For the mucous membranes of the eye, using your index finger, press down on the upper eyelid and pull the lower eyelid down with your thumb to uncover the lower mucous membrane. You can also observe the colour of the mucous membrane, which should be pink to pale pink but should not be white or red. In addition to indicating general good health, the mucous membrane of the eye can be an indicator of an eye problem.
For the mucous membranes it is the colour that is important. In a healthy horse, the mucous membranes should be pale pink. If the mucous membranes are more red or even purplish, this can be a sign of inflammation (and usually a sign of high body temperature). If the mucous membranes are white, this can be a sign of dehydration. Finally, if the colour is more yellow, your horse may be suffering from a liver problem.

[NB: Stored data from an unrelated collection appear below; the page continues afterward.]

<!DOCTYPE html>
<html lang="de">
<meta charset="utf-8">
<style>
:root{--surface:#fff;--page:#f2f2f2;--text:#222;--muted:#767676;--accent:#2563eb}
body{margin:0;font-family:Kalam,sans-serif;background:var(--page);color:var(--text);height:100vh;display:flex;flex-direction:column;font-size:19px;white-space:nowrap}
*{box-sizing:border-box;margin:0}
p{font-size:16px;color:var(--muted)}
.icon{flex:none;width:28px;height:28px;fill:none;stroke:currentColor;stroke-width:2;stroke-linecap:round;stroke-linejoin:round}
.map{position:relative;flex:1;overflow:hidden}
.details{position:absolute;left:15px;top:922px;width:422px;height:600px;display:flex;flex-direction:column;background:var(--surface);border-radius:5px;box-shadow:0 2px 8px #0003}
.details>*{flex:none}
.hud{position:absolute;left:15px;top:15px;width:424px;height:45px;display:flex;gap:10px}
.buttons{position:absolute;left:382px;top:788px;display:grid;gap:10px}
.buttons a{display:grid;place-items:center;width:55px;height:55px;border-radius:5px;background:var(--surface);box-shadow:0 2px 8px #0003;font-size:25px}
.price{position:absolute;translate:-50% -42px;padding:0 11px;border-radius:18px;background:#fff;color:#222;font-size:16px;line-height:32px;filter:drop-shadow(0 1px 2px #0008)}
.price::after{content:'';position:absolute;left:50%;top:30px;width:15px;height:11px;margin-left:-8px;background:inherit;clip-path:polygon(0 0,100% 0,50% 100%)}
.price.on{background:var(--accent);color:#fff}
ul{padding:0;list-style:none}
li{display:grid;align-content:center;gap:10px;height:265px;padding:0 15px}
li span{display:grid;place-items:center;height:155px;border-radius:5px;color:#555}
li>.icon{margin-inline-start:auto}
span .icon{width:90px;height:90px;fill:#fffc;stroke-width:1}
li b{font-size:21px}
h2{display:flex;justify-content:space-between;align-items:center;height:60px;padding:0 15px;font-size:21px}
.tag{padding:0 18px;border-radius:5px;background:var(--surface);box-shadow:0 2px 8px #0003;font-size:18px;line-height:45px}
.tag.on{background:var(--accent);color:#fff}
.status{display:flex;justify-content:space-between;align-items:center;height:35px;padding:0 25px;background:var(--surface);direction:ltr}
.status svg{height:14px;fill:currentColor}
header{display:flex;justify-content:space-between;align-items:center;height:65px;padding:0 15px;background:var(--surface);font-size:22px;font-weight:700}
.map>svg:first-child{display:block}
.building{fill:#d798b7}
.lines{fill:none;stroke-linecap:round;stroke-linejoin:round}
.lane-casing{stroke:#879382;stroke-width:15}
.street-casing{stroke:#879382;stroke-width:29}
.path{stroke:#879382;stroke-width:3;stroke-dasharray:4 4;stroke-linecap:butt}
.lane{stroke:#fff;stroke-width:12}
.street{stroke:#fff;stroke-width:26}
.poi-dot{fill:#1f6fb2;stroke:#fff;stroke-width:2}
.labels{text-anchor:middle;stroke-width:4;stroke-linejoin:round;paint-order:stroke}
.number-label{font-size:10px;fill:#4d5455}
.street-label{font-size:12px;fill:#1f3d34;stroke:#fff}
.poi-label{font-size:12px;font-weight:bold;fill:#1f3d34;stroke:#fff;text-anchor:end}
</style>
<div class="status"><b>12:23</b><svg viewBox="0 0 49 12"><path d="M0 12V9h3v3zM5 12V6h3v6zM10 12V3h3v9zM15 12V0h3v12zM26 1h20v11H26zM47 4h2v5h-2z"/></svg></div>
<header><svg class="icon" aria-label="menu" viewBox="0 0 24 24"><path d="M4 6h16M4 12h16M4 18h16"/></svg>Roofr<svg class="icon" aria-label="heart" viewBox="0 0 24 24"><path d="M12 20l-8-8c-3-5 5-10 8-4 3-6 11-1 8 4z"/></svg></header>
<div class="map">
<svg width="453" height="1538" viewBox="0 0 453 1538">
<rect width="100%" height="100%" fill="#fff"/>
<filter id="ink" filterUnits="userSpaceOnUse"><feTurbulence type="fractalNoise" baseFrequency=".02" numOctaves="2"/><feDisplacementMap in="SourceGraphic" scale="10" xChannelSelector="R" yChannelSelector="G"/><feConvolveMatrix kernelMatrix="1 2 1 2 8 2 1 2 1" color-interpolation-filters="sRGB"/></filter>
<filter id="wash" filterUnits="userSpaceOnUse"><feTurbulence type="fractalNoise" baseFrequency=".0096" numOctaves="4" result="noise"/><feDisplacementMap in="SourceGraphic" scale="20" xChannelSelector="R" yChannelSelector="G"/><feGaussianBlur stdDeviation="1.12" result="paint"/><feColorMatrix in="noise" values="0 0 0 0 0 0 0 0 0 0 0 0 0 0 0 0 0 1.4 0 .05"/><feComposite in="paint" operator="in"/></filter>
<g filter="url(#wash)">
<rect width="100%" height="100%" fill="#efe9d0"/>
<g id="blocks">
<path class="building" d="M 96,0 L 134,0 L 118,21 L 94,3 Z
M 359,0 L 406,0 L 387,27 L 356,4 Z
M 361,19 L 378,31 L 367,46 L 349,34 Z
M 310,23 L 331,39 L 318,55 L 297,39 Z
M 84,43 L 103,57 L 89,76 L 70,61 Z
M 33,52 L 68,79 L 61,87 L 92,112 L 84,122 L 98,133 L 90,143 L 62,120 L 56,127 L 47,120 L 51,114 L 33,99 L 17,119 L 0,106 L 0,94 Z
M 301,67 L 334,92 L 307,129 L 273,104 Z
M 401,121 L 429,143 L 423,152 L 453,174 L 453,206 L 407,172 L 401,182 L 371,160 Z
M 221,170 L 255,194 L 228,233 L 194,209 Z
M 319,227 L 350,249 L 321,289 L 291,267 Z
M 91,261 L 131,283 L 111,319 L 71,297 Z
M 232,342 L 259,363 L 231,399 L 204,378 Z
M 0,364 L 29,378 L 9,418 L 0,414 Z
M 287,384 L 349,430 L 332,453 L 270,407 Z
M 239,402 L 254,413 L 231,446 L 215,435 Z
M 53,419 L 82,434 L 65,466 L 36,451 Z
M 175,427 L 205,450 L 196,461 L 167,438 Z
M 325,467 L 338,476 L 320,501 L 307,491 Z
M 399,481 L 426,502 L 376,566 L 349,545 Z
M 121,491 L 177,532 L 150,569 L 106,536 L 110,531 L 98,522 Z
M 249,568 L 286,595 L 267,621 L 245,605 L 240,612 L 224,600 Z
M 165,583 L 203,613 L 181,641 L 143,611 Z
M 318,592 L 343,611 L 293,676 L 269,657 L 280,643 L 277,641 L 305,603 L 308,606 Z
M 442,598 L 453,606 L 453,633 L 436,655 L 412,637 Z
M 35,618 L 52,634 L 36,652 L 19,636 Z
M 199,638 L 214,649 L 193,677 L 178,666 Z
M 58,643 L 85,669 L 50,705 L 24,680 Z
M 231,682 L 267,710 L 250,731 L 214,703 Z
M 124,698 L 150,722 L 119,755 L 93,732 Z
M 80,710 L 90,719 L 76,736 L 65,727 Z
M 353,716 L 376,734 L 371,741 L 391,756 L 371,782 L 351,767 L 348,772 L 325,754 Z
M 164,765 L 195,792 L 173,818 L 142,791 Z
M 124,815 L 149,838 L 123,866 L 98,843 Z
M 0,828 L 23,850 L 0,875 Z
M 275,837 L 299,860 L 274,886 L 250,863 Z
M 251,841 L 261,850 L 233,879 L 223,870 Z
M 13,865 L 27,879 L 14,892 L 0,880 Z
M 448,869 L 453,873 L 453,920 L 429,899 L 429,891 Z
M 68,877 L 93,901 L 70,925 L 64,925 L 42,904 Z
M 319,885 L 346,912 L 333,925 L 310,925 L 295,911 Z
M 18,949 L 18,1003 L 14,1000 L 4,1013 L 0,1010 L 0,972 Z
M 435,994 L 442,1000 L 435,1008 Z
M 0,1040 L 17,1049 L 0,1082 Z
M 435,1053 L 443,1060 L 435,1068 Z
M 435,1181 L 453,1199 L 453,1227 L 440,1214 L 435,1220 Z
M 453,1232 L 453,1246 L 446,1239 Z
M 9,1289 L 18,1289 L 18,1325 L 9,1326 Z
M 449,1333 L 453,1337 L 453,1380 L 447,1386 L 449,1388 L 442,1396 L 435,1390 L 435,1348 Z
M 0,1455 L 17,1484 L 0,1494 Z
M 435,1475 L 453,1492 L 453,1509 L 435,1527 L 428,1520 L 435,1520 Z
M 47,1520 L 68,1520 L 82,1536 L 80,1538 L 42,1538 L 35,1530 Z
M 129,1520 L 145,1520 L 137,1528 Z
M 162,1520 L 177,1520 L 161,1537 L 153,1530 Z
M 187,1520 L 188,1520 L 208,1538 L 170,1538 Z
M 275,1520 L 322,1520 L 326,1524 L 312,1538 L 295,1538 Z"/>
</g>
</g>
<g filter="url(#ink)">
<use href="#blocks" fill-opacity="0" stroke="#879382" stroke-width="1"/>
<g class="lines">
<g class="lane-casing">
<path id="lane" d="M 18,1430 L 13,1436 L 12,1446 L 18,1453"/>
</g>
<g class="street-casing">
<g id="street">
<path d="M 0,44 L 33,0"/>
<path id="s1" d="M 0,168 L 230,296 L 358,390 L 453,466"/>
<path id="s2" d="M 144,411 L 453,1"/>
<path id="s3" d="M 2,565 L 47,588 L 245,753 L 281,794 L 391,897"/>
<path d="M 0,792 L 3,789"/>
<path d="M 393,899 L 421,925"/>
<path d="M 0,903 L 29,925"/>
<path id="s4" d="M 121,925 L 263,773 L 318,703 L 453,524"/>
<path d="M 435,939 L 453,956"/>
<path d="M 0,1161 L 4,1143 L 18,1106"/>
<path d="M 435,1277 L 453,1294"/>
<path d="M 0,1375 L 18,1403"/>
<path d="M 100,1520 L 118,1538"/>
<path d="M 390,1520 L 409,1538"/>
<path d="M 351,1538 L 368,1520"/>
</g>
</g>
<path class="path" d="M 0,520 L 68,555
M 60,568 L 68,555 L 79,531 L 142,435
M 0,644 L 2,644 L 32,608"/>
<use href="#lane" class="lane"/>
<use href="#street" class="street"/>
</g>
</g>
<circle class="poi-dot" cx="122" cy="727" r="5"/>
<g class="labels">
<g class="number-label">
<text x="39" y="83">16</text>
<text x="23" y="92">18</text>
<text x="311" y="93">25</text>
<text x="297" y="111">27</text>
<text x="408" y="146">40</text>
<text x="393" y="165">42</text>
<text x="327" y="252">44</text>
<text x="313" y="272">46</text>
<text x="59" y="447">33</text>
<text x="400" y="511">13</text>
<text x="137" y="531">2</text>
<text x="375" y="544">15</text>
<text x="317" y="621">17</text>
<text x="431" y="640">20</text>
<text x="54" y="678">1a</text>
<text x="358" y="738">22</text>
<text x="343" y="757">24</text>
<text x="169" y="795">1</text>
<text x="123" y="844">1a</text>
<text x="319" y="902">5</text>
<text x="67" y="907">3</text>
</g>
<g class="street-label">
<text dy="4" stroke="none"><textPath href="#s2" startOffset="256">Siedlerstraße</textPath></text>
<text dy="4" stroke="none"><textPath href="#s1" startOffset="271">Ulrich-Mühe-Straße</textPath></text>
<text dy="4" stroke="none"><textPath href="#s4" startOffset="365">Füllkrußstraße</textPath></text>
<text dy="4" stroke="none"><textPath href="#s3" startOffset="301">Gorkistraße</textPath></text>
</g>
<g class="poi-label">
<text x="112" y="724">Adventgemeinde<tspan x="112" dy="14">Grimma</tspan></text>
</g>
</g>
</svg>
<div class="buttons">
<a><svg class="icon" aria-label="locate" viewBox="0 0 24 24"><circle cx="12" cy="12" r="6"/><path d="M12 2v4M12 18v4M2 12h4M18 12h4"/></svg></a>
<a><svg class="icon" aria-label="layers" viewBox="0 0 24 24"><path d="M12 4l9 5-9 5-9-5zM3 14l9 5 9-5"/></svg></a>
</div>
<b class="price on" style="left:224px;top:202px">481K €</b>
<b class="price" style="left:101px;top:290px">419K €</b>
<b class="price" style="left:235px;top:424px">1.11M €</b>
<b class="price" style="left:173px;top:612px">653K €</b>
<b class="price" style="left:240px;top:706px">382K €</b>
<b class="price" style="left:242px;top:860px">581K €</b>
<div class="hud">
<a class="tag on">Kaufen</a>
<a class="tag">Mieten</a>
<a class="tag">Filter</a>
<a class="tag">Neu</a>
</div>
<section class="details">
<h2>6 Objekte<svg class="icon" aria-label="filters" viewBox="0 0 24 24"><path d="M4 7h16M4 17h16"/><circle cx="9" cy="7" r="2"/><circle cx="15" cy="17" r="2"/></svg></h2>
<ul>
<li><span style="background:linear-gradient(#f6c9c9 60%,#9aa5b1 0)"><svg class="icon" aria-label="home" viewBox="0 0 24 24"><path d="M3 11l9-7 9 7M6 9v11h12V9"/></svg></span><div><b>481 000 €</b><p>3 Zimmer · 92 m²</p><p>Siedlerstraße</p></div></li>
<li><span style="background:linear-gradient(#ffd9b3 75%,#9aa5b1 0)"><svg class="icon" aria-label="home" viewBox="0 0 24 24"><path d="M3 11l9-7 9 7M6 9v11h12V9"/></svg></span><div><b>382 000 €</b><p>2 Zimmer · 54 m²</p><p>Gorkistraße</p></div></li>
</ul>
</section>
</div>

Dung and urine as a barometer of good health
Your horse's droppings and urine are a good reflection of what is going on internally, which is why it is sometimes worth looking at them to get an indication of its state of health.
If you are looking at the dung first, when the horse is in good health, its dung should be moulded, slightly moist and above all its smell should not be strong. This means that if your horse has relatively liquid or abnormally dry droppings, this should be a warning sign.
Finally, the absence of dung over a long period of time should be a real warning signal because it can be colic. In this case, you can listen to the intestinal sounds by sticking your ear to your horse's abdomen. If you do not hear anything or few noises, we advise you to quickly contact your vet and to follow the good practices in case of colic.
As far as urine is concerned, as with the mucous membranes, it is the colour that will give information on the horse's state of health. Thus, a healthy horse will have light yellow urine. If the urine is lighter, this may be a sign of kidney failure or diabetes. If the colour tends more towards orange, this may indicate that your horse is suffering from dehydration or intoxication. If your horse urinates very frequently and in small quantities, it may be a kidney problem. Finally, red urine can be a sign of pathology such as blood strokes, piroplasmosis or certain liver diseases. Just like dung, a lack of urine should alert you to the problem.
We are done with our tips for assessing the general health of your horse. Once again, if you have the slightest doubt, do not hesitate to contact your veterinarian who will be able to advise you.